**Entries provided**

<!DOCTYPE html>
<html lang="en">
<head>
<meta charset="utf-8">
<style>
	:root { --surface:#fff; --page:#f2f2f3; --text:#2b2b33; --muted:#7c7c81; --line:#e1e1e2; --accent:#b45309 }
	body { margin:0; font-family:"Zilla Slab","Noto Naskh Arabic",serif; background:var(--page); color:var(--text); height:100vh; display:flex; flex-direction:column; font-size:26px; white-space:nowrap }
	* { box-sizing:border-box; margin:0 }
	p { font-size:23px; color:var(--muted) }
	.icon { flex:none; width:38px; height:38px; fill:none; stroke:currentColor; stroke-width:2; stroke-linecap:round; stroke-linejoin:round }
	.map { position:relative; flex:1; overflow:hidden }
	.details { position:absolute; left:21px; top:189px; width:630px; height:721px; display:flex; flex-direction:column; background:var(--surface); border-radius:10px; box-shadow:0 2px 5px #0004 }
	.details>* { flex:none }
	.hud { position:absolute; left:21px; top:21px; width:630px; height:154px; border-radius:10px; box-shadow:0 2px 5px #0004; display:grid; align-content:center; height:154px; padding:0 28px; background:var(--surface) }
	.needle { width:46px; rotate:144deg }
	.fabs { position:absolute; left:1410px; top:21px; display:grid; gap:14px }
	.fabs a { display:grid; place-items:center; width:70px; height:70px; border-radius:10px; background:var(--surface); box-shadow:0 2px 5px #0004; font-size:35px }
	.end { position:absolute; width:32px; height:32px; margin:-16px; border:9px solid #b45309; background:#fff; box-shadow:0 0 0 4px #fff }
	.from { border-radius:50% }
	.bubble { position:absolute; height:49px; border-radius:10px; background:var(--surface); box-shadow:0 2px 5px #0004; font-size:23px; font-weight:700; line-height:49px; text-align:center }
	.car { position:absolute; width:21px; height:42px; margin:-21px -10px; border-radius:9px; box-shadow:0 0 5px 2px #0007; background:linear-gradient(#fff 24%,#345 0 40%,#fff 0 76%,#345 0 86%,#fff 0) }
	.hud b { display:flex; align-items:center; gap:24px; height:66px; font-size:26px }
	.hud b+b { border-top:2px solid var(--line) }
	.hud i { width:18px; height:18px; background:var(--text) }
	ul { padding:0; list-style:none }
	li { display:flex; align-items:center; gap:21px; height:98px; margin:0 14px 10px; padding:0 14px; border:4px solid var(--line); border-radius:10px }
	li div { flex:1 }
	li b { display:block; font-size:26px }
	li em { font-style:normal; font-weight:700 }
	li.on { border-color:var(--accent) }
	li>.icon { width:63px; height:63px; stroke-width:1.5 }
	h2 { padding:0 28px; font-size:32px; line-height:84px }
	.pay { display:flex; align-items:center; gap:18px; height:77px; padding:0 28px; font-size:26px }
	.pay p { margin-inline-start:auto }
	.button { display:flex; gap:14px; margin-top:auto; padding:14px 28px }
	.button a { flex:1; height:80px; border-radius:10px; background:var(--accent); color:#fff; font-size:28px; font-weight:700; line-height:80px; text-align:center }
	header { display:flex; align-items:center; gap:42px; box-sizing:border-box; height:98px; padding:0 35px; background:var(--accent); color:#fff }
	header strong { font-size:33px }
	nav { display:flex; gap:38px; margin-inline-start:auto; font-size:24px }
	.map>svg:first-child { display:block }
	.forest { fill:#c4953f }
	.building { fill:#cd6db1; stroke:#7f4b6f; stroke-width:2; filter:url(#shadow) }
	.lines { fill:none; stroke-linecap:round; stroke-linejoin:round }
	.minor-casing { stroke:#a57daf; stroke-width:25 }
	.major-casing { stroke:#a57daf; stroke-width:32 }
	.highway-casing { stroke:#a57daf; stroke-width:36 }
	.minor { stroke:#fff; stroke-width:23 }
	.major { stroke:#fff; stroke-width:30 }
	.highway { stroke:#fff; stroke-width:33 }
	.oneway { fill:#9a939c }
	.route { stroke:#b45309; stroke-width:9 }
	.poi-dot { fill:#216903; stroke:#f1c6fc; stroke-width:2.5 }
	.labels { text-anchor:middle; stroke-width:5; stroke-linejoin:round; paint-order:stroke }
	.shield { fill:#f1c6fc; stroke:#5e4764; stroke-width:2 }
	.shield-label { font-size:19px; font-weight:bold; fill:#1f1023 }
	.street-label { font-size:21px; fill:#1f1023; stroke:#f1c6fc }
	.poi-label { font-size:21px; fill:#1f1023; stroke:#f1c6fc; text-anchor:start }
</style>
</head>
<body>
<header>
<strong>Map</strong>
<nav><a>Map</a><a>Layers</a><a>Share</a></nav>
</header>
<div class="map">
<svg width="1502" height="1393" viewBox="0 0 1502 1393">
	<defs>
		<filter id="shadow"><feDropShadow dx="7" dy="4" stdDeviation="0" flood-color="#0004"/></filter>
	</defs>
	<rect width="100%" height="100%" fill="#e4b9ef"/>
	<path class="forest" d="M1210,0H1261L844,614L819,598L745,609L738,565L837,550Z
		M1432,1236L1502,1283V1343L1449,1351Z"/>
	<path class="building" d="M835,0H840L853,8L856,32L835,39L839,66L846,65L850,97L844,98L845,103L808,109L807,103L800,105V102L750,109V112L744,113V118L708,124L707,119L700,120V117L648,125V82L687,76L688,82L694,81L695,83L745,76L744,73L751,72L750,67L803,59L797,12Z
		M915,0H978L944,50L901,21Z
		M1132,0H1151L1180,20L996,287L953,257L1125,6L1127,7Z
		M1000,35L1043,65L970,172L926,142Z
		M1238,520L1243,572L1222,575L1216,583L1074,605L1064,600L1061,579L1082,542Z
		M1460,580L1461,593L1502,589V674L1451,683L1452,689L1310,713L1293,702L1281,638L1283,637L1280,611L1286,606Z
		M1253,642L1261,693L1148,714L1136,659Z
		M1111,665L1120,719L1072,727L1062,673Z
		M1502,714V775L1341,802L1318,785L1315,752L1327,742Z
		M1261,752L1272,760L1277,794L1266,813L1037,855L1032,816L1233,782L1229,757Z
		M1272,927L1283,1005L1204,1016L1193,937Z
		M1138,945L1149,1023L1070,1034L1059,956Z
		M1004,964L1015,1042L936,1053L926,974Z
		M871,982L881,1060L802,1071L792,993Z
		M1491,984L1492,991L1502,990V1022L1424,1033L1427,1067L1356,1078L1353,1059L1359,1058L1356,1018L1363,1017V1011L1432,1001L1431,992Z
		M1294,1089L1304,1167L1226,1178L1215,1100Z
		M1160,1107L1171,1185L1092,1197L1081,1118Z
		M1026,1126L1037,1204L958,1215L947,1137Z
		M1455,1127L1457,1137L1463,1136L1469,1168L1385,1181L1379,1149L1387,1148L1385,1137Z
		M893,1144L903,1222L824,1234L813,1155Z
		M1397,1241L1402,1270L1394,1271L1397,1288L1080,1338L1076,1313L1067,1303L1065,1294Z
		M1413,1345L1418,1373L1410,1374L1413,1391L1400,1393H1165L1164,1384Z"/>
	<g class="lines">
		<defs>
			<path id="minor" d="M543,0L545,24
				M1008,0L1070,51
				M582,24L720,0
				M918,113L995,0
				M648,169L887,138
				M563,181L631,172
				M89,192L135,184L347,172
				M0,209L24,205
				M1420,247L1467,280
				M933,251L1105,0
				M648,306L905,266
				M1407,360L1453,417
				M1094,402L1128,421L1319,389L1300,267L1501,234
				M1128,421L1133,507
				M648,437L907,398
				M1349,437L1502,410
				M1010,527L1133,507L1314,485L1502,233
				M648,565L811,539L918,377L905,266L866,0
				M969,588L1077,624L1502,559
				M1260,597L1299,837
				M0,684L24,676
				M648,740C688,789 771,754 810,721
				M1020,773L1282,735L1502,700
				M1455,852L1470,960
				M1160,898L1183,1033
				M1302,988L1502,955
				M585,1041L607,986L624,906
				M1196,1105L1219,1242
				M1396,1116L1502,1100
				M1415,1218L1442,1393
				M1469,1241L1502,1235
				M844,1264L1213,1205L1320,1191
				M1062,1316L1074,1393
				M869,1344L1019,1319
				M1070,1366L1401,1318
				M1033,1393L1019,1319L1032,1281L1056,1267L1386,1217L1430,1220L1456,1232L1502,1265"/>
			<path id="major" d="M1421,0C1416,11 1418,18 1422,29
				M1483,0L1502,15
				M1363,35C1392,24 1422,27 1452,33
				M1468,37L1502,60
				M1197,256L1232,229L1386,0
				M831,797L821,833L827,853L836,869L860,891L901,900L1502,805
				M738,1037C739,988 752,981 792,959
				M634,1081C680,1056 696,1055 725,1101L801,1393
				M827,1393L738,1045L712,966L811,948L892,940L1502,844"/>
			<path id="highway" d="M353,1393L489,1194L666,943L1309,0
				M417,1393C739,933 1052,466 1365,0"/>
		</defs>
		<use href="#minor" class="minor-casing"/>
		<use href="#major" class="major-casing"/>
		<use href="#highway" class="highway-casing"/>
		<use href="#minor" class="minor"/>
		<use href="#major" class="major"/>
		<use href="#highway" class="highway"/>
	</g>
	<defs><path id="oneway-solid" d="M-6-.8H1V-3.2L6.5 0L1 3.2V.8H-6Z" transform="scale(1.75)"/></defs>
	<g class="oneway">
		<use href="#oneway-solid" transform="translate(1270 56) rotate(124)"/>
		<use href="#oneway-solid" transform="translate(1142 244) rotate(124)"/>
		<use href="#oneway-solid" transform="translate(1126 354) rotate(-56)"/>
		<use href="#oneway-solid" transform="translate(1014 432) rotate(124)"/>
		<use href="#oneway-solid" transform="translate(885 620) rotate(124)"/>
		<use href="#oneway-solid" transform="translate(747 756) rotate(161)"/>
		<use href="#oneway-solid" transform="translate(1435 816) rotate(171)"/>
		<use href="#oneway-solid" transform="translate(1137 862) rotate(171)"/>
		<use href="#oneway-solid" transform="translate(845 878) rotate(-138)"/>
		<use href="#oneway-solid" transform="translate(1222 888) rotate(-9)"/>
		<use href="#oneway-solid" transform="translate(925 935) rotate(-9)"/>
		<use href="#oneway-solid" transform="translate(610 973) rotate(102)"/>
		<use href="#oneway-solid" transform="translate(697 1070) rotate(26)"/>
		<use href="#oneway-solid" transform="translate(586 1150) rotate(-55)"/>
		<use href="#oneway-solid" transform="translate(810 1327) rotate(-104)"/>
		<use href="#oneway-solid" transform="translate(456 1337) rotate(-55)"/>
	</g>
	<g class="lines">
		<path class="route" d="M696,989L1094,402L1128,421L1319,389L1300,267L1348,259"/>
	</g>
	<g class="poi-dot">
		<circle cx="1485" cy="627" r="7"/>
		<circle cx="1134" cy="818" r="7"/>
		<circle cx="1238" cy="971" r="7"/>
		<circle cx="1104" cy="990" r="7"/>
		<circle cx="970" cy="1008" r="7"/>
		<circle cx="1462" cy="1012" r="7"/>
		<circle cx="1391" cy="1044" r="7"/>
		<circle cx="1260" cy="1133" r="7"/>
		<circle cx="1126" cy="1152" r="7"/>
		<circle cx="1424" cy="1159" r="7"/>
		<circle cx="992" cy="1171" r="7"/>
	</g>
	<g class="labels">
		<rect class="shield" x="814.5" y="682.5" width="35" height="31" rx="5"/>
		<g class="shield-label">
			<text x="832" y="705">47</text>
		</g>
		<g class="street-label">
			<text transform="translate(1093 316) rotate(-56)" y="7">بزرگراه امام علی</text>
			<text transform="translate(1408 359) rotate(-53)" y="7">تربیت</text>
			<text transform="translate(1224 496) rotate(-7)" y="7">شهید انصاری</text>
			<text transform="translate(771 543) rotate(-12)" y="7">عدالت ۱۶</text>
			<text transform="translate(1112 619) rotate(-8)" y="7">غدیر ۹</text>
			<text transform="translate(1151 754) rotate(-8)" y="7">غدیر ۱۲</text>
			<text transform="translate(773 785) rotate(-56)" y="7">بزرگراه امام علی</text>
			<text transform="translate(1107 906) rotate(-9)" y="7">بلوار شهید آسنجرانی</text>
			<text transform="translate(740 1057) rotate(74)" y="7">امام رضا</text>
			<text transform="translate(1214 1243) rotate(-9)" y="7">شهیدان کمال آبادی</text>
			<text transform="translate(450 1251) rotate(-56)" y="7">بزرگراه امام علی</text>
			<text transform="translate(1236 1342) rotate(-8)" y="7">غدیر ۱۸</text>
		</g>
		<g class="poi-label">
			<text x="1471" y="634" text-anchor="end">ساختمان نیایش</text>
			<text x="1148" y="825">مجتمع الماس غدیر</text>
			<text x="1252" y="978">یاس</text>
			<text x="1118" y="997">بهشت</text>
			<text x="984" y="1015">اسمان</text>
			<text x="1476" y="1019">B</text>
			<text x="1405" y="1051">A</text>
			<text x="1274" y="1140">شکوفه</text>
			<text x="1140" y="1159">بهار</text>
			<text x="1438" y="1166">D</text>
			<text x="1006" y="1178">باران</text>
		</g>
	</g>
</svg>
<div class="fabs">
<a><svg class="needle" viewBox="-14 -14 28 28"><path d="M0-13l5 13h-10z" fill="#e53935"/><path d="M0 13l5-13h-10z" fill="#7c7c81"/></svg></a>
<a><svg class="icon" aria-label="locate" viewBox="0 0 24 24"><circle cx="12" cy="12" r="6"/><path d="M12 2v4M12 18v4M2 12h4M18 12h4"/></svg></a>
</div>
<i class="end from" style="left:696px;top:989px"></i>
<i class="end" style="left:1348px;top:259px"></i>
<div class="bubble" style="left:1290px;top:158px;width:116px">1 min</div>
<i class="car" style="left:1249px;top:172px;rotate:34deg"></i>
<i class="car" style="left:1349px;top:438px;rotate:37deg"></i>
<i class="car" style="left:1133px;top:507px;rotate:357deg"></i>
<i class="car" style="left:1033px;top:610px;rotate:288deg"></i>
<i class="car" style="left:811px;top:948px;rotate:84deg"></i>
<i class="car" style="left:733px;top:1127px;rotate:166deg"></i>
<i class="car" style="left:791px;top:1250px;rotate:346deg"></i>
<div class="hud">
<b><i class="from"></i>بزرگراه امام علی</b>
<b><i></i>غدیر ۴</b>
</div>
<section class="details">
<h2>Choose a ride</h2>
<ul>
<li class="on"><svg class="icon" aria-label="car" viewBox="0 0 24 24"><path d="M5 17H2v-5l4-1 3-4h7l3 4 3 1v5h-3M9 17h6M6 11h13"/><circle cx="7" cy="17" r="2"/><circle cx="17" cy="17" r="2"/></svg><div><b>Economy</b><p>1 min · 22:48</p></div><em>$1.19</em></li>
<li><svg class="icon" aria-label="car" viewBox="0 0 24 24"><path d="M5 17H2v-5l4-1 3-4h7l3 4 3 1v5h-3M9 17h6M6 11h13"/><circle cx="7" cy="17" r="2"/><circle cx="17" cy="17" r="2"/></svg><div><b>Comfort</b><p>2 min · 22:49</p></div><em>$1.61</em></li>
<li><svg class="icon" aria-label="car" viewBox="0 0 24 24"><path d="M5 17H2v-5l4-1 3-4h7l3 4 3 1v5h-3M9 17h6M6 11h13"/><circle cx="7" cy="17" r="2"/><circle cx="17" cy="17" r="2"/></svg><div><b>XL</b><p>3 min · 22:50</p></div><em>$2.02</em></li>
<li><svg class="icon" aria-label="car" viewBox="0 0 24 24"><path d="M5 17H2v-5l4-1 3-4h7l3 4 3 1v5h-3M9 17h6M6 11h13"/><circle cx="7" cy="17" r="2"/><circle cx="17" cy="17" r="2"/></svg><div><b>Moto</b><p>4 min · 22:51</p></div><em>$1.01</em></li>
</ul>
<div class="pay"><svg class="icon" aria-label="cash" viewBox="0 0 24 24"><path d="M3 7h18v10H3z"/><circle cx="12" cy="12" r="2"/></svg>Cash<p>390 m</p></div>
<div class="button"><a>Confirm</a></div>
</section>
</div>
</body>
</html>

--

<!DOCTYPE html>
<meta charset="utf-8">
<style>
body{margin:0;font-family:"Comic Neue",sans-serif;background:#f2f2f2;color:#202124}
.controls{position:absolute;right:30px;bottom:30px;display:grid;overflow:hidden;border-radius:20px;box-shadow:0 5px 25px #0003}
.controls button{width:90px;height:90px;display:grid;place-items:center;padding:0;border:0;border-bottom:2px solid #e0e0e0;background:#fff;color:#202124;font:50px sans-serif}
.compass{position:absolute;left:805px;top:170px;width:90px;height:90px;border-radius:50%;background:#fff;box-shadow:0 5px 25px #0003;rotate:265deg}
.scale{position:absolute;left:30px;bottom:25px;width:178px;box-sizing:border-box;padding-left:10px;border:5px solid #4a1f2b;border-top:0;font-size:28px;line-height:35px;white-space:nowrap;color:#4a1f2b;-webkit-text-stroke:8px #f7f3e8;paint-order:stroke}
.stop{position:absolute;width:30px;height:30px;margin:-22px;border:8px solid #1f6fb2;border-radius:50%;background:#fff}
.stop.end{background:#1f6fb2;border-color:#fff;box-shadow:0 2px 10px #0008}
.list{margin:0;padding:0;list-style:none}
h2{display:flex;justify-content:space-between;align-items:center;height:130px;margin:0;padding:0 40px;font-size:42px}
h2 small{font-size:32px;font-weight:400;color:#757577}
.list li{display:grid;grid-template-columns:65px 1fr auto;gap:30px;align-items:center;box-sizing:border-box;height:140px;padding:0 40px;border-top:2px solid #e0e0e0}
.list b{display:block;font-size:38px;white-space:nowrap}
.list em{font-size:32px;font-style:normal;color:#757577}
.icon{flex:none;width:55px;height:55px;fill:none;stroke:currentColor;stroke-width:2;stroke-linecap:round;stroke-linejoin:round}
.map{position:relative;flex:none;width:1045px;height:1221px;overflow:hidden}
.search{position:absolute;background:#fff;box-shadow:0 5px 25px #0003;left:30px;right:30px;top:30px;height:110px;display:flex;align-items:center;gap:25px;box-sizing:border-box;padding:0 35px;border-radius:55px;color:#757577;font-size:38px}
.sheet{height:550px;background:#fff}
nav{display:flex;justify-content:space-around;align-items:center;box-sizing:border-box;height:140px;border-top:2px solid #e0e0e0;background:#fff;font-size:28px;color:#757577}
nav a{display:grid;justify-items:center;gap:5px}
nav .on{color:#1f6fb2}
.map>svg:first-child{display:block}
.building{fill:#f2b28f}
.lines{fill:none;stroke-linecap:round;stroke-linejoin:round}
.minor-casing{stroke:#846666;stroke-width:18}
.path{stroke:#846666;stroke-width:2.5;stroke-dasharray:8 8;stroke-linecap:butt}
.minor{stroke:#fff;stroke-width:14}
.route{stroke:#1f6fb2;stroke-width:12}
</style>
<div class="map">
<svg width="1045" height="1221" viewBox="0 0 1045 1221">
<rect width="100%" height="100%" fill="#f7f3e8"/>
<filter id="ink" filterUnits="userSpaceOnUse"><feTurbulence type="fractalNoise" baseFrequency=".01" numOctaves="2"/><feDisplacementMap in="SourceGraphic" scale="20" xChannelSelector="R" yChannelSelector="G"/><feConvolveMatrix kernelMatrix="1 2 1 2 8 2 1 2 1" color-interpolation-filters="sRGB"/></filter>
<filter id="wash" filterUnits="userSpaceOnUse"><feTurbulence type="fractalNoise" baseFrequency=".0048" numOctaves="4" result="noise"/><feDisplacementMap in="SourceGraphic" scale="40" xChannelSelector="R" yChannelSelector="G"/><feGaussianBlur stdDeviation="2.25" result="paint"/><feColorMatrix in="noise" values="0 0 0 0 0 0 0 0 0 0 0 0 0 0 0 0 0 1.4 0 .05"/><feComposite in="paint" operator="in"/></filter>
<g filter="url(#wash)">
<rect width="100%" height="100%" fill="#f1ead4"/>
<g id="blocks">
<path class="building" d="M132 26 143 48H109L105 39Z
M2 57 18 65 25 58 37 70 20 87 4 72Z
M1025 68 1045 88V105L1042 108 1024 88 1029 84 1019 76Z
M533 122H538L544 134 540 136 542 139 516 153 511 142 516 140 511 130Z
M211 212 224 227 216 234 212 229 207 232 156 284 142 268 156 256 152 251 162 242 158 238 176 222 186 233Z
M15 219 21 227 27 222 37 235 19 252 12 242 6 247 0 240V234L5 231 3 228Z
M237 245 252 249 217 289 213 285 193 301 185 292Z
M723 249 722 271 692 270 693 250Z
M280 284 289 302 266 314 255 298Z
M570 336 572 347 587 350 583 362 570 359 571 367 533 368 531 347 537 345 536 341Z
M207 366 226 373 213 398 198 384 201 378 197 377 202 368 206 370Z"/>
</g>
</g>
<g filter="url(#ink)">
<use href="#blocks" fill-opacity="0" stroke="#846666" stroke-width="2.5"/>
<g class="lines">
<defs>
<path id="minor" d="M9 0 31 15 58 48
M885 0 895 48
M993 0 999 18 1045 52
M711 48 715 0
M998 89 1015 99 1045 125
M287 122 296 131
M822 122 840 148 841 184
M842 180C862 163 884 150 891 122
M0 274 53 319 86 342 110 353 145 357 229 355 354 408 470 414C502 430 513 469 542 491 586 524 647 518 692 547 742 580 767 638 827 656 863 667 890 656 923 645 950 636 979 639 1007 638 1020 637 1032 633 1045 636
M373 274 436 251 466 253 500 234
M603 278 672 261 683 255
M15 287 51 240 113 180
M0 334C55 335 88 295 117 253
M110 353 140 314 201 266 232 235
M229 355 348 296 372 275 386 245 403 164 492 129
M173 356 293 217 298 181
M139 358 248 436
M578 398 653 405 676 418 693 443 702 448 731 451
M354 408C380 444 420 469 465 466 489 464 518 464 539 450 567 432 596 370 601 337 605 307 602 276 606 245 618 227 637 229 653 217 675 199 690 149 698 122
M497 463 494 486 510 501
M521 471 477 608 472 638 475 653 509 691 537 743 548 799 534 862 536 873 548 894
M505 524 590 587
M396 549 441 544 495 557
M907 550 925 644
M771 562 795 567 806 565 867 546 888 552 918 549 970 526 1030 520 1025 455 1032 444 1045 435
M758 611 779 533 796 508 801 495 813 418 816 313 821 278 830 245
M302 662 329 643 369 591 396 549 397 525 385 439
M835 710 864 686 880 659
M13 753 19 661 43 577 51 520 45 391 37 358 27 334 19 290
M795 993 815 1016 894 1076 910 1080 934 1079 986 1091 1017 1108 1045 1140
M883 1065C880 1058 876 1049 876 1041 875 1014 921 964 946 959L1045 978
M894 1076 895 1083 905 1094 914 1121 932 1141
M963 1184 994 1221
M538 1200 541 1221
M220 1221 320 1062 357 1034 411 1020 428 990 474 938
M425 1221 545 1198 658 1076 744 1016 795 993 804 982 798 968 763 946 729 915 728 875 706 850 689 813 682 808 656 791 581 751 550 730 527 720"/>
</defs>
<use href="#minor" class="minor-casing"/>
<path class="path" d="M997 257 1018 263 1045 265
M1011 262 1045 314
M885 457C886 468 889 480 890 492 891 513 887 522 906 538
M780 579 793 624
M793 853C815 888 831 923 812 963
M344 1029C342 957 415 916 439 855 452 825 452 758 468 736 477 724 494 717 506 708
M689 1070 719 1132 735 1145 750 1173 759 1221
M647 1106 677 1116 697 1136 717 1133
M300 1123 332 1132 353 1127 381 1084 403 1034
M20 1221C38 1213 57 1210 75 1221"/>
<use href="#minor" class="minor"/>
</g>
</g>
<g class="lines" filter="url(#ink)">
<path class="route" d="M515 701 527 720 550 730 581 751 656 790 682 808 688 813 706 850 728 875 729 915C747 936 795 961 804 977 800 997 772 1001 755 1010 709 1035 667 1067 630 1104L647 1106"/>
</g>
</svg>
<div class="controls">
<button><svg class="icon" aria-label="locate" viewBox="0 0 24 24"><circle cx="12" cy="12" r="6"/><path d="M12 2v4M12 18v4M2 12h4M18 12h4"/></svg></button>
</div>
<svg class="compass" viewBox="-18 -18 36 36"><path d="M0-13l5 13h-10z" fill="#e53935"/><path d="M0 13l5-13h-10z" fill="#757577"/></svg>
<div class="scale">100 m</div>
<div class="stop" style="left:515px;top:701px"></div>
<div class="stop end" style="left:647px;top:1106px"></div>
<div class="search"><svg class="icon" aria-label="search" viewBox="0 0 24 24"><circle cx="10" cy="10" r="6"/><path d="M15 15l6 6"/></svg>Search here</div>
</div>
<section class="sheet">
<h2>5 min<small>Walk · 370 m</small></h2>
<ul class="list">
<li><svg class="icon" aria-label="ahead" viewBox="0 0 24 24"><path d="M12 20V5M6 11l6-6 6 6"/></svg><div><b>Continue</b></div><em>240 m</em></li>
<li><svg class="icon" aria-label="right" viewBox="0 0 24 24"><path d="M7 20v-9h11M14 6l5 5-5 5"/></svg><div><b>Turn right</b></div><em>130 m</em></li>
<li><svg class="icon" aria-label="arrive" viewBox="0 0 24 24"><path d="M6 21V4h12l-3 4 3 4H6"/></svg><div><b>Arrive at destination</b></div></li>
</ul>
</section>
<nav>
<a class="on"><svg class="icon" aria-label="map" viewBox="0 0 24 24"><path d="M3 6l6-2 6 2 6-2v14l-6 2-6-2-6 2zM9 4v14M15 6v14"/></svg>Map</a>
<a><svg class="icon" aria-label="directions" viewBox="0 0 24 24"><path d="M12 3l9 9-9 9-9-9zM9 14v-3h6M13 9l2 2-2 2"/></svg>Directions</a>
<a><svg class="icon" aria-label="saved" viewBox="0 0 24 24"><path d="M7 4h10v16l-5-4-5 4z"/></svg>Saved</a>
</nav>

**Task description**
Pick out every line above that contains the word "bottom" and copy it.

**Answer space**
.controls{position:absolute;right:30px;bottom:30px;display:grid;overflow:hidden;border-radius:20px;box-shadow:0 5px 25px #0003}
.controls button{width:90px;height:90px;display:grid;place-items:center;padding:0;border:0;border-bottom:2px solid #e0e0e0;background:#fff;color:#202124;font:50px sans-serif}
.scale{position:absolute;left:30px;bottom:25px;width:178px;box-sizing:border-box;padding-left:10px;border:5px solid #4a1f2b;border-top:0;font-size:28px;line-height:35px;white-space:nowrap;color:#4a1f2b;-webkit-text-stroke:8px #f7f3e8;paint-order:stroke}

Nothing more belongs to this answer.